● **Instructions for the task**: Repeat the records word for word, excluding any picture.

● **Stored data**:
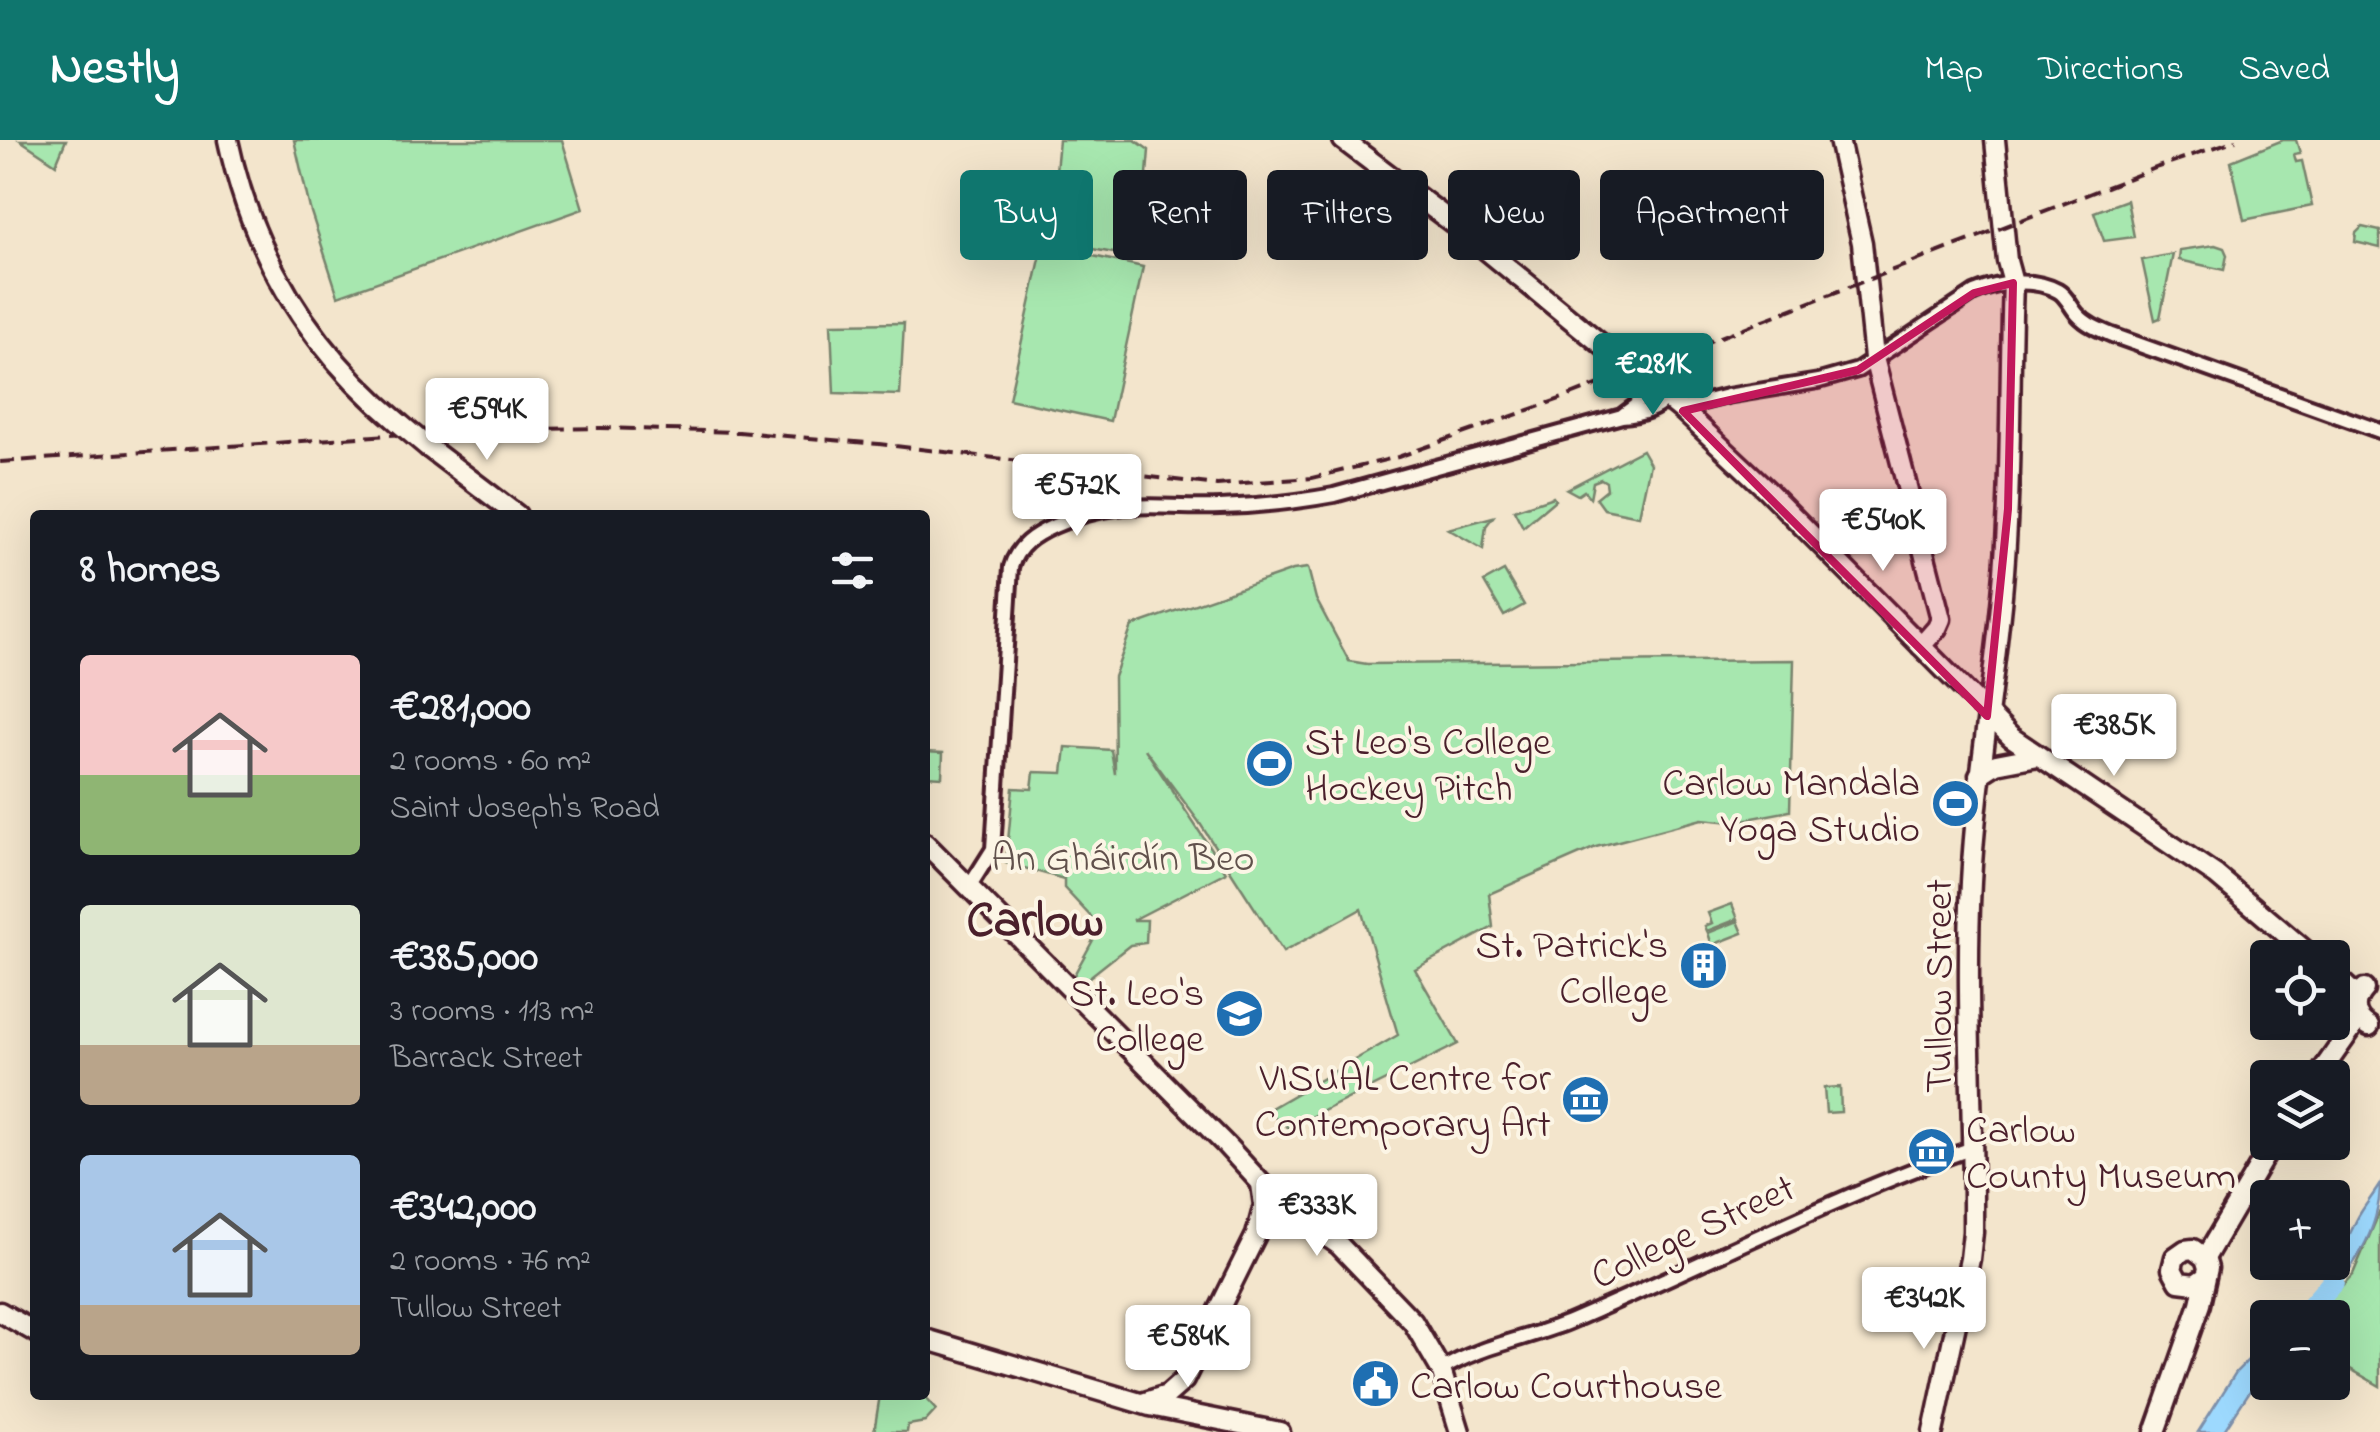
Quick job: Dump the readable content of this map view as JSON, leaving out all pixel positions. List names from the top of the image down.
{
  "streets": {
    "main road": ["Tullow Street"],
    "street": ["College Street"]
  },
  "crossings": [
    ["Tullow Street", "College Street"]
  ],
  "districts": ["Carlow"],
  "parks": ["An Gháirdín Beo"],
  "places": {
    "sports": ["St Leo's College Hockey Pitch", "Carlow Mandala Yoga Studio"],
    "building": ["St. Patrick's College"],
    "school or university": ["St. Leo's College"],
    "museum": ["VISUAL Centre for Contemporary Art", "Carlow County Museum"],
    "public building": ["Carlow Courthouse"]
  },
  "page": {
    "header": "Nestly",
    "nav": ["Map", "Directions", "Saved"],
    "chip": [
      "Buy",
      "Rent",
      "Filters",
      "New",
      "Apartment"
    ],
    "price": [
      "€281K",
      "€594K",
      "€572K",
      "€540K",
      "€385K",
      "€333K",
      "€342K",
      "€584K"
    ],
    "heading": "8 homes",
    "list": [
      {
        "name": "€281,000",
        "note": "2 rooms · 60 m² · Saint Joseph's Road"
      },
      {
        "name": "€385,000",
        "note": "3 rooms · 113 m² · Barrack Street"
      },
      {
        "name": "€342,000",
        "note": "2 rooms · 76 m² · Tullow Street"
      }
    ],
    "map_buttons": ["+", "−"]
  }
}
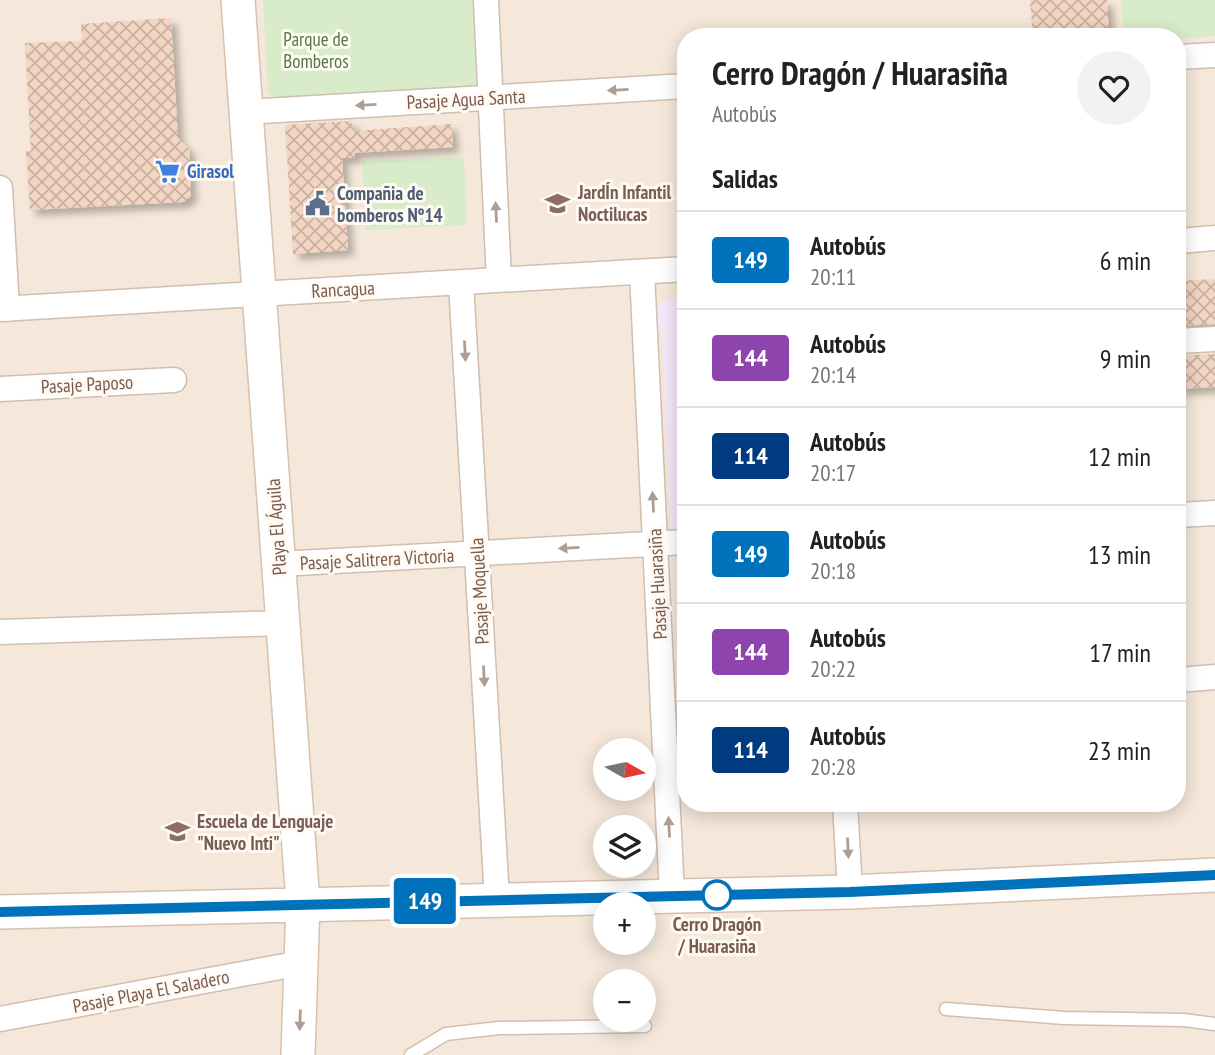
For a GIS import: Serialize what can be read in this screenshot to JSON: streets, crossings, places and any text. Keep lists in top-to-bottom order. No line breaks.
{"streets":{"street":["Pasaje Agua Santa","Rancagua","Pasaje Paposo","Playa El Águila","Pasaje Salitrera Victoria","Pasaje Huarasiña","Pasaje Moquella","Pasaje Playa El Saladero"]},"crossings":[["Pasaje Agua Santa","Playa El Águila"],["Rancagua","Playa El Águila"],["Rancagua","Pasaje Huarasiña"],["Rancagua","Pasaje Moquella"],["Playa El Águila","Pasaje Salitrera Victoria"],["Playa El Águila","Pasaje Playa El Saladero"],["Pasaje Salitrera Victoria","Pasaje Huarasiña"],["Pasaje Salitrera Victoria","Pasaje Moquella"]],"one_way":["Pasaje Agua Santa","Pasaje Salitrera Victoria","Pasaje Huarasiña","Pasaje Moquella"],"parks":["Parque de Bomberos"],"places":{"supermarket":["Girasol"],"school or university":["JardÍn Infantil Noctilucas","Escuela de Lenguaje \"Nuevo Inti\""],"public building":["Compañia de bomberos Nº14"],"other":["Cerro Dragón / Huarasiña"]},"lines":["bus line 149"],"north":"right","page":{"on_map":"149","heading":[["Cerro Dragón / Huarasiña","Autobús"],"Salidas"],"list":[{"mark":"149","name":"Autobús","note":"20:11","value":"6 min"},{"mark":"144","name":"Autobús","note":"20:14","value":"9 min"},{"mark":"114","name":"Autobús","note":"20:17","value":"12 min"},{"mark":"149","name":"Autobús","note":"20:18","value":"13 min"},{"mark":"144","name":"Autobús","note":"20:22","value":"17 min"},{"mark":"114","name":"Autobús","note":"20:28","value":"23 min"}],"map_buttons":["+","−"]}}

● **Exercise answer**:
Quick job: Dump the readable content of this map view as JSON, leaving out all pixel positions. List names from the top of the image down.
{
  "streets": {
    "main road": ["Tullow Street"],
    "street": ["College Street"]
  },
  "crossings": [
    ["Tullow Street", "College Street"]
  ],
  "districts": ["Carlow"],
  "parks": ["An Gháirdín Beo"],
  "places": {
    "sports": ["St Leo's College Hockey Pitch", "Carlow Mandala Yoga Studio"],
    "building": ["St. Patrick's College"],
    "school or university": ["St. Leo's College"],
    "museum": ["VISUAL Centre for Contemporary Art", "Carlow County Museum"],
    "public building": ["Carlow Courthouse"]
  },
  "page": {
    "header": "Nestly",
    "nav": ["Map", "Directions", "Saved"],
    "chip": [
      "Buy",
      "Rent",
      "Filters",
      "New",
      "Apartment"
    ],
    "price": [
      "€281K",
      "€594K",
      "€572K",
      "€540K",
      "€385K",
      "€333K",
      "€342K",
      "€584K"
    ],
    "heading": "8 homes",
    "list": [
      {
        "name": "€281,000",
        "note": "2 rooms · 60 m² · Saint Joseph's Road"
      },
      {
        "name": "€385,000",
        "note": "3 rooms · 113 m² · Barrack Street"
      },
      {
        "name": "€342,000",
        "note": "2 rooms · 76 m² · Tullow Street"
      }
    ],
    "map_buttons": ["+", "−"]
  }
}
For a GIS import: Serialize what can be read in this screenshot to JSON: streets, crossings, places and any text. Keep lists in top-to-bottom order. No line breaks.
{"streets":{"street":["Pasaje Agua Santa","Rancagua","Pasaje Paposo","Playa El Águila","Pasaje Salitrera Victoria","Pasaje Huarasiña","Pasaje Moquella","Pasaje Playa El Saladero"]},"crossings":[["Pasaje Agua Santa","Playa El Águila"],["Rancagua","Playa El Águila"],["Rancagua","Pasaje Huarasiña"],["Rancagua","Pasaje Moquella"],["Playa El Águila","Pasaje Salitrera Victoria"],["Playa El Águila","Pasaje Playa El Saladero"],["Pasaje Salitrera Victoria","Pasaje Huarasiña"],["Pasaje Salitrera Victoria","Pasaje Moquella"]],"one_way":["Pasaje Agua Santa","Pasaje Salitrera Victoria","Pasaje Huarasiña","Pasaje Moquella"],"parks":["Parque de Bomberos"],"places":{"supermarket":["Girasol"],"school or university":["JardÍn Infantil Noctilucas","Escuela de Lenguaje \"Nuevo Inti\""],"public building":["Compañia de bomberos Nº14"],"other":["Cerro Dragón / Huarasiña"]},"lines":["bus line 149"],"north":"right","page":{"on_map":"149","heading":[["Cerro Dragón / Huarasiña","Autobús"],"Salidas"],"list":[{"mark":"149","name":"Autobús","note":"20:11","value":"6 min"},{"mark":"144","name":"Autobús","note":"20:14","value":"9 min"},{"mark":"114","name":"Autobús","note":"20:17","value":"12 min"},{"mark":"149","name":"Autobús","note":"20:18","value":"13 min"},{"mark":"144","name":"Autobús","note":"20:22","value":"17 min"},{"mark":"114","name":"Autobús","note":"20:28","value":"23 min"}],"map_buttons":["+","−"]}}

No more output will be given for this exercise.